Rosa missed the next few prenatal appointments due to numerous barriers. She has limited access to transportation. Most of her family does not reside in the U.S. She speaks a Mayan dialect for which it is difficult to get interpreters. Many patients in her situation work full-time, but do not have paid sick time, so each appointment means that they must take time off work and forgo income, making it difficult to pay for the things that their family needs.

When we saw Rosa again at 24 weeks and two days pregnant, I called three different interpretation services to try to get someone on the phone who could speak her dialect. Eventually I was able to get an interpreter, who was available for just 10 minutes. Under normal circumstances, this visit would have lasted nearly an hour.

In the time since her last ultrasound, Rosa had decided she wanted more information about abortion. She knew that continuing this pregnancy carried risk. If she continued the pregnancy, she would need another cesarean. Her last cesarean had resulted in a wound infection and a prolonged hospital stay, and she was afraid that could happen again this time. A pregnancy termination is much safer for the mother than continuing the pregnancy and having another C-section. A termination would get her home to her other children sooner, and she knew it was unlikely she would be bringing them home a new baby brother, no matter what she did. No matter which she chose, we knew she would almost certainly go home empty-handed, so she wanted the best chance to be healthy for her other children. I listened, but ultimately had to inform her that we had missed Rhode Island’s deadline to have an abortion by just two days. We discussed traveling out of state for a procedure, but the cost and burdens of missed work and childcare necessary to travel placed this out of her reach.

Rosa’s care was delayed because of many things beyond her control. Further, the time lapse between the fetal diagnosis and her decision to terminate the pregnancy, deprived her of an option that would have been available to a more affluent, English-speaking patient who could have sought care earlier or travelled to another state. She was forced to remain pregnant.
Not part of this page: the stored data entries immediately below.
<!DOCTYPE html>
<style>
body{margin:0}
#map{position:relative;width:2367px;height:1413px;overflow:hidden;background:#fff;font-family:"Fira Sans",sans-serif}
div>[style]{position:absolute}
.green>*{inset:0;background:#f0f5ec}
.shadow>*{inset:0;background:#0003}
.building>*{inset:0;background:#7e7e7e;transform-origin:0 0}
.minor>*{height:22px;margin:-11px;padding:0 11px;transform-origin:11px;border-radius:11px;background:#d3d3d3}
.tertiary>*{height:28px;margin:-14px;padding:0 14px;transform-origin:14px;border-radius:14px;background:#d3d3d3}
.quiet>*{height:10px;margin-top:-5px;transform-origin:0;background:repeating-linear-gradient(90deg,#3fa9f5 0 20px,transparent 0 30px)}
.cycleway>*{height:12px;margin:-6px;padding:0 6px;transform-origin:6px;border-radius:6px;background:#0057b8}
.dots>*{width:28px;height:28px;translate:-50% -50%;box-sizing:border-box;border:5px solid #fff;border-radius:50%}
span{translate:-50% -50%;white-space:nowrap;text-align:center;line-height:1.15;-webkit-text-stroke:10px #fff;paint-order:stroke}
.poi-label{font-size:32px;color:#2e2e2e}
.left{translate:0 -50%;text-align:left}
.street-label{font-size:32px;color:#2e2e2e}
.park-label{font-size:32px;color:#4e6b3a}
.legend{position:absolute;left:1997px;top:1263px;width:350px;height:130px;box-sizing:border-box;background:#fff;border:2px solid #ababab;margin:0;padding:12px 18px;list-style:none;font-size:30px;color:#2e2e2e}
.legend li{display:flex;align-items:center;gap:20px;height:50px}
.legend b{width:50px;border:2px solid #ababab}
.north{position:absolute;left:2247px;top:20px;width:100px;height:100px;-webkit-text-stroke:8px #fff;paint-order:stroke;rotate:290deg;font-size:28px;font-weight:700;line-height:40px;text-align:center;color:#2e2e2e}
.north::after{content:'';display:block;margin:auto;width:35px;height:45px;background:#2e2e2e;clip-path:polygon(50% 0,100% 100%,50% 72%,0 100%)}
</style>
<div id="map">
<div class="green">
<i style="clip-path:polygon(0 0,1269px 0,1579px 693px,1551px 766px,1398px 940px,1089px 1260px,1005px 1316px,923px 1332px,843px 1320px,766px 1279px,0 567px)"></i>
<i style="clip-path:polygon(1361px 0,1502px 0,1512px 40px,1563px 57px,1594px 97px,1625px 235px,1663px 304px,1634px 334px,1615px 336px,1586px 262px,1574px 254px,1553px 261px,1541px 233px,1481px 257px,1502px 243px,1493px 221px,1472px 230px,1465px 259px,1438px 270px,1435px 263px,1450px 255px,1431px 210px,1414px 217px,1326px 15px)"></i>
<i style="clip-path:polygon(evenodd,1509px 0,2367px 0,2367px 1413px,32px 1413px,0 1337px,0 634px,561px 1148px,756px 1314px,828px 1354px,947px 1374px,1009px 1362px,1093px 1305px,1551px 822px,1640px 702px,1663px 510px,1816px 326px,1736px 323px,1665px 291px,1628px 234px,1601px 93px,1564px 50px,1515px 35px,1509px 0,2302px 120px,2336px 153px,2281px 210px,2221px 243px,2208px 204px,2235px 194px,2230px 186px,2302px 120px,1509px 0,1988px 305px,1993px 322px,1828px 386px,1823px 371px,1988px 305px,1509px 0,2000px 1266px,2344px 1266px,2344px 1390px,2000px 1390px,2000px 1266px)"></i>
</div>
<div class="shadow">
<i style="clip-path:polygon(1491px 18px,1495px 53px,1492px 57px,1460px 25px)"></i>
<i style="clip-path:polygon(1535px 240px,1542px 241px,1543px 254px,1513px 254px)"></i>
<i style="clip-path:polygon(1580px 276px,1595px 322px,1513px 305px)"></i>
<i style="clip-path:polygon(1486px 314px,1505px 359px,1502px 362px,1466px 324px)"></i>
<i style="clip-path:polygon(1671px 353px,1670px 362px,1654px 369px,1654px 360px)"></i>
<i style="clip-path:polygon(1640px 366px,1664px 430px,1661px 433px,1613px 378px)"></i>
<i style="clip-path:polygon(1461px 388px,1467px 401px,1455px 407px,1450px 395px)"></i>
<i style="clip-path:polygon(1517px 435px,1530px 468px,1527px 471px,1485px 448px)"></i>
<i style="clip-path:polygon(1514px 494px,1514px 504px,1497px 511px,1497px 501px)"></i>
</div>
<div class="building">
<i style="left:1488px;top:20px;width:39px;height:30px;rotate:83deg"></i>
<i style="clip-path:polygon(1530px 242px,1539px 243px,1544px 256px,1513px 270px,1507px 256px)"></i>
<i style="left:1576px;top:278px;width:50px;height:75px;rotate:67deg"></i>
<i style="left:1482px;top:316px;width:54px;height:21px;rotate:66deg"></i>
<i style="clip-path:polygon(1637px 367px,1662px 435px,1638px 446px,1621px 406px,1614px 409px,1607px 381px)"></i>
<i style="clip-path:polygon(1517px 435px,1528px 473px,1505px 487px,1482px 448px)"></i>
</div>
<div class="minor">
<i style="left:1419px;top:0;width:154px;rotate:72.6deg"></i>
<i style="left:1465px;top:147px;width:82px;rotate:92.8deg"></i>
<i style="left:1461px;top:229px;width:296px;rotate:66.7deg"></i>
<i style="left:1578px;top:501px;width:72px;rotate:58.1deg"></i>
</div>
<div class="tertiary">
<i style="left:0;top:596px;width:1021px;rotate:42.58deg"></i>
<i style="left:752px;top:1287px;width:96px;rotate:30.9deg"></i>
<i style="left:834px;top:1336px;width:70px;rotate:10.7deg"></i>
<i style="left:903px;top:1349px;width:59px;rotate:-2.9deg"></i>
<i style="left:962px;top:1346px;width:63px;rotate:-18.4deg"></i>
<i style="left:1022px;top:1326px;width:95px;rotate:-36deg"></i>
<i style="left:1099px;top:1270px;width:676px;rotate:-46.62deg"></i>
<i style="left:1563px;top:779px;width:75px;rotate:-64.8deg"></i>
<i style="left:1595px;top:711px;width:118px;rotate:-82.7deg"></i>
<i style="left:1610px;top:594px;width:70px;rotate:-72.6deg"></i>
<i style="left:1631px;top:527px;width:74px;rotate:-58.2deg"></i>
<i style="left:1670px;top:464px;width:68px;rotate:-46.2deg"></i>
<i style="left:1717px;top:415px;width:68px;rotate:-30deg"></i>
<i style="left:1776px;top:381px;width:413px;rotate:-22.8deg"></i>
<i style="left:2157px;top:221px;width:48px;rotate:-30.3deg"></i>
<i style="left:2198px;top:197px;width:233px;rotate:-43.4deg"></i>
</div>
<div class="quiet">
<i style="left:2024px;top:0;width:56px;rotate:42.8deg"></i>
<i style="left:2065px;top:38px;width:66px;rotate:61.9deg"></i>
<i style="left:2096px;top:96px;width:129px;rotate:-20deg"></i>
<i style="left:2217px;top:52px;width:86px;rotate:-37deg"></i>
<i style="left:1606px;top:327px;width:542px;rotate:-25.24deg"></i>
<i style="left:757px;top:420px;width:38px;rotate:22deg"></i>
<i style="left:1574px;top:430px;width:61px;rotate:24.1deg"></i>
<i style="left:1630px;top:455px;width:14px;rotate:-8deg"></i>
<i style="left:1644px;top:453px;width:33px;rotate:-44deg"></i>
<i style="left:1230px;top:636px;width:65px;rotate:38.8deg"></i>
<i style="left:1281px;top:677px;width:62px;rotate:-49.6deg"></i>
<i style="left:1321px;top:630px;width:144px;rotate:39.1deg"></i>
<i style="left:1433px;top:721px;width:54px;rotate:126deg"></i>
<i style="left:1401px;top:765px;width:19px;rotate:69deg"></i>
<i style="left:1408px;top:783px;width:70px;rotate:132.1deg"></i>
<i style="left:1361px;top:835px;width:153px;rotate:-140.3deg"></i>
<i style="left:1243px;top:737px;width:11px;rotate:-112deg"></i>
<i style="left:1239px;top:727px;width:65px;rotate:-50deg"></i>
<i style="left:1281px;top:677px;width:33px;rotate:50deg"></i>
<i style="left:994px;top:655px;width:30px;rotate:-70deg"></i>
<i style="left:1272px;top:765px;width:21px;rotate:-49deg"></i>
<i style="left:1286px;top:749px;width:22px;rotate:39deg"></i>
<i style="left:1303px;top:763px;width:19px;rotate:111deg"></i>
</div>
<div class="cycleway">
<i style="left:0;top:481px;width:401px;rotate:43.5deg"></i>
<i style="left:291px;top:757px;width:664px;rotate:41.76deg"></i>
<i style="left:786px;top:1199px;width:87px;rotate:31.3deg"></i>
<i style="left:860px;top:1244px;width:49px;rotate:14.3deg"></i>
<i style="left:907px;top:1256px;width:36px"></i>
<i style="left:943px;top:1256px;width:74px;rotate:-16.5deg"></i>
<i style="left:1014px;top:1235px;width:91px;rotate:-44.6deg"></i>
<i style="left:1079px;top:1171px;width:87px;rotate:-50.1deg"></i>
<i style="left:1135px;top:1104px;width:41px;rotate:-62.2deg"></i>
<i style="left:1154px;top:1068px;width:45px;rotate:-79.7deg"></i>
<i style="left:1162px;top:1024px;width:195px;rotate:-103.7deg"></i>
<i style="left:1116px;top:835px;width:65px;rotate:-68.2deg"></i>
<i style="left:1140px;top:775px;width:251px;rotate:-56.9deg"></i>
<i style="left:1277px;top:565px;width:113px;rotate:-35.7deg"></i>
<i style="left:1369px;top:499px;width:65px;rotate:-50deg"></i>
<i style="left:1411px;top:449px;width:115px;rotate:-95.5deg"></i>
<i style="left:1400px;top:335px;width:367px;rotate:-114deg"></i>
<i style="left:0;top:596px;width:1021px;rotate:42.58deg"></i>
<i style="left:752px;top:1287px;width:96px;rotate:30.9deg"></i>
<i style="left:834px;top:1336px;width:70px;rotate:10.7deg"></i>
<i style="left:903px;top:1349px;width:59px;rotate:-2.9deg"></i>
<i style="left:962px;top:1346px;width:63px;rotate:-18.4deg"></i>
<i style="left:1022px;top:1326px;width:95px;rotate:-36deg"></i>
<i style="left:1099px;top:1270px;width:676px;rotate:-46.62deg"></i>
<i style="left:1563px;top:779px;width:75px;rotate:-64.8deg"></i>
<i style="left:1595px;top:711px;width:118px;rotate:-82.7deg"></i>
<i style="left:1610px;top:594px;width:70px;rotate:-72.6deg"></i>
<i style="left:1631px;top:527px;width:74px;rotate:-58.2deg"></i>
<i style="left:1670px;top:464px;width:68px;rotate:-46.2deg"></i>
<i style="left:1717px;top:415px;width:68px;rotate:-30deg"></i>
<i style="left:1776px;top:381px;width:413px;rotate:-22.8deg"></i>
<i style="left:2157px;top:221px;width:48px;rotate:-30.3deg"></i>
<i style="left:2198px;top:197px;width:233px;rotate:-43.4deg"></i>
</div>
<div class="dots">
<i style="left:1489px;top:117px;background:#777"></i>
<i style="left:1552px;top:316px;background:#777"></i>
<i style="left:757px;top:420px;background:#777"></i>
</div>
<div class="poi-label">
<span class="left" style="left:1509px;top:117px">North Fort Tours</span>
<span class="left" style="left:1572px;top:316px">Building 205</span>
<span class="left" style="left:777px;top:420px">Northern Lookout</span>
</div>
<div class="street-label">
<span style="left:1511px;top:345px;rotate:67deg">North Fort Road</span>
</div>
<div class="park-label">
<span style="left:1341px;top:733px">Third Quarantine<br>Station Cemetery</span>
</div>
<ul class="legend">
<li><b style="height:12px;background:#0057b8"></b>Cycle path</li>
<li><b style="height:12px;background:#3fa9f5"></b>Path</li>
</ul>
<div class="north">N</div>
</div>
She declined all heroic interventions and has to watch her belly grow and feel her baby kick, knowing that when her son is born, he will likely die just like his brother. She will risk preeclampsia, blood clots, infection, and will undergo another major surgery to deliver a baby she will likely never take home. All because of a deadline. A deadline imposed not by clinicians or patients but by lawmakers. A deadline that she could not meet because of the many demands placed on her as a poor, immigrant mother in America. A deadline that is based not on safety or science, but on political ideology. A deadline that has forced her to take the riskier path, and robbed her of the freedom to choose for herself what is best for her and her family.

Women like Rosa must have access to high-quality, equitable, and affordable reproductive health care. In a country that is so beautifully diverse, our systems of care need to be prepared to provide the support that patients from diverse backgrounds sometimes need. Comprehensive reproductive healthcare should be available not only to the rich, but to all men and women in this great nation. No woman should be forced to continue a pregnancy with a fetus that cannot survive delivery if she does not want to. No woman should have to place her own life at risk to protect a fetus that will never breathe fresh air or feel sunlight on its face. I cannot take away the pain of Rosa’s loss: the moments she imagined with the son she has lost and with the son she will lose. I cannot give her back the first steps, the wet toddler kisses, the scraped knees, and the high school graduations that will never be. But if not for these laws, I could ease the suffering of her delivery and decrease the chances that her other children will have to mourn the loss of their mother to complications from pregnancy.

So, tell me, who exactly are these laws protecting, and at whose expense?